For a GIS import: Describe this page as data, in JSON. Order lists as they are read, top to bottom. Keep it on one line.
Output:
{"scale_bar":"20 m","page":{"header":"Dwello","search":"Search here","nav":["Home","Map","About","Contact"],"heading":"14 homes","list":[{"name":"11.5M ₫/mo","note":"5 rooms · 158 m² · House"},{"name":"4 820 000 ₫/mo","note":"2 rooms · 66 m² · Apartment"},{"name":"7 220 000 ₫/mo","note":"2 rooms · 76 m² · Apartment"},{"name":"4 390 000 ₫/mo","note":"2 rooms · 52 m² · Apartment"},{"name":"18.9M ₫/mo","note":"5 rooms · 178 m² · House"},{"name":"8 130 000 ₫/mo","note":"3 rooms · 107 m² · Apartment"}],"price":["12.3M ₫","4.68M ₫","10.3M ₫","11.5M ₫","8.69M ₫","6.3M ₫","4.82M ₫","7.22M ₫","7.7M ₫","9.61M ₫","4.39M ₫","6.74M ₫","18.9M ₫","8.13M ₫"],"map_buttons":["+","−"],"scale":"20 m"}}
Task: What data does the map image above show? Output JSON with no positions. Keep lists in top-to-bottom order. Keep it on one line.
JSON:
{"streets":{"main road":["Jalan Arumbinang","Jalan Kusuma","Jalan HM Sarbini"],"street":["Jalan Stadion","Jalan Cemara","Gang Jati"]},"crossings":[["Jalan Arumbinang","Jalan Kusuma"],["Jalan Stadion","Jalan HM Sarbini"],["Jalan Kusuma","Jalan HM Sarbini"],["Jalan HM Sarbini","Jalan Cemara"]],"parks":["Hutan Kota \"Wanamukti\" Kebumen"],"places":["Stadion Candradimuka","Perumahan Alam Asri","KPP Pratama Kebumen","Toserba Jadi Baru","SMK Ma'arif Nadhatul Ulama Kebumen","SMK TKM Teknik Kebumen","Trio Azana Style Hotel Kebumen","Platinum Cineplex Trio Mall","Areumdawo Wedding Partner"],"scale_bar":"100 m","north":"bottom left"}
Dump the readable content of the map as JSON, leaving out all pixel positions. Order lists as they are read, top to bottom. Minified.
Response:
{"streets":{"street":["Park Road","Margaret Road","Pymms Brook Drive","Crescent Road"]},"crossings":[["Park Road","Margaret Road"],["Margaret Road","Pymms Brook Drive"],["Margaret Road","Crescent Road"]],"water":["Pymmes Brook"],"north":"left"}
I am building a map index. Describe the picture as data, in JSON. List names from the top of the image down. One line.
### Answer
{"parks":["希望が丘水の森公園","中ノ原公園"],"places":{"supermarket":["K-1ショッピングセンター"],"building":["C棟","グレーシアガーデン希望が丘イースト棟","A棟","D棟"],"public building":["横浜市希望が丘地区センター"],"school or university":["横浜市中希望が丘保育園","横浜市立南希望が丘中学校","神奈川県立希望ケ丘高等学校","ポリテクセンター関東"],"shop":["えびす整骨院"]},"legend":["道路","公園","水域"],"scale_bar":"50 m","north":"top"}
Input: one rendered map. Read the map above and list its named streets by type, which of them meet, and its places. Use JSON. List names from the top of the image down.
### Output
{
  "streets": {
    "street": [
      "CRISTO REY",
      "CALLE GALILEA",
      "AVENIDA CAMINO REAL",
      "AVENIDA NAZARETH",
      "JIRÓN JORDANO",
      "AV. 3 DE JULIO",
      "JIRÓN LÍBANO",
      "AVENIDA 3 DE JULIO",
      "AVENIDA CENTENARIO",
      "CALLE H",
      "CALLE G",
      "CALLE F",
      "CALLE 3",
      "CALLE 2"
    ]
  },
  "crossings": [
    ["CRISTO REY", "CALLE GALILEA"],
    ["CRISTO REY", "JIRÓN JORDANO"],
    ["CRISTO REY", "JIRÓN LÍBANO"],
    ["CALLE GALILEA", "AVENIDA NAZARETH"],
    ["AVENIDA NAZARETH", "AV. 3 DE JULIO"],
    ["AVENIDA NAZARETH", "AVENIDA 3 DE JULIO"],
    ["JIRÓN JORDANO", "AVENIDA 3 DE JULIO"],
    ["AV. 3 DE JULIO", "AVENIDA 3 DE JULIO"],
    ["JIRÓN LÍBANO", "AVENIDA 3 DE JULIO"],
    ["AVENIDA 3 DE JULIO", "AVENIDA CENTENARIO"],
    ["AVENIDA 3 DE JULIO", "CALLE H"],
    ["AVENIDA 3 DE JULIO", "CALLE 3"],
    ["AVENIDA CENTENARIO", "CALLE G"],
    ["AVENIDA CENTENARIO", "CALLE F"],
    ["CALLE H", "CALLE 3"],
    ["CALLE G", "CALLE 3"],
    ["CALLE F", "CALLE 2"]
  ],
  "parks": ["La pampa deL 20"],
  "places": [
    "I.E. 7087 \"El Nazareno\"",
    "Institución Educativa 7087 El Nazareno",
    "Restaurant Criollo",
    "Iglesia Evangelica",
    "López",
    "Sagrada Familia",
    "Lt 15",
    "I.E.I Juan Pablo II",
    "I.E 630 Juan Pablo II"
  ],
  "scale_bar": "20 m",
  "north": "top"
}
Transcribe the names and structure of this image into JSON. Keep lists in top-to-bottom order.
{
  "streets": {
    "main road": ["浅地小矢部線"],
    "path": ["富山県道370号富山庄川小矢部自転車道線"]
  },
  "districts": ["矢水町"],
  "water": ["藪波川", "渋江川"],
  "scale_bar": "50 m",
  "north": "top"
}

▸ TASK DETAILS
Check each line of the entries above for the word "they". List the ones that have it.

▸ SOLUTION TO THE PROBLEM
For a GIS import: Describe this page as data, in JSON. Order lists as they are read, top to bottom. Keep it on one line.
Dump the readable content of the map as JSON, leaving out all pixel positions. Order lists as they are read, top to bottom. Minified.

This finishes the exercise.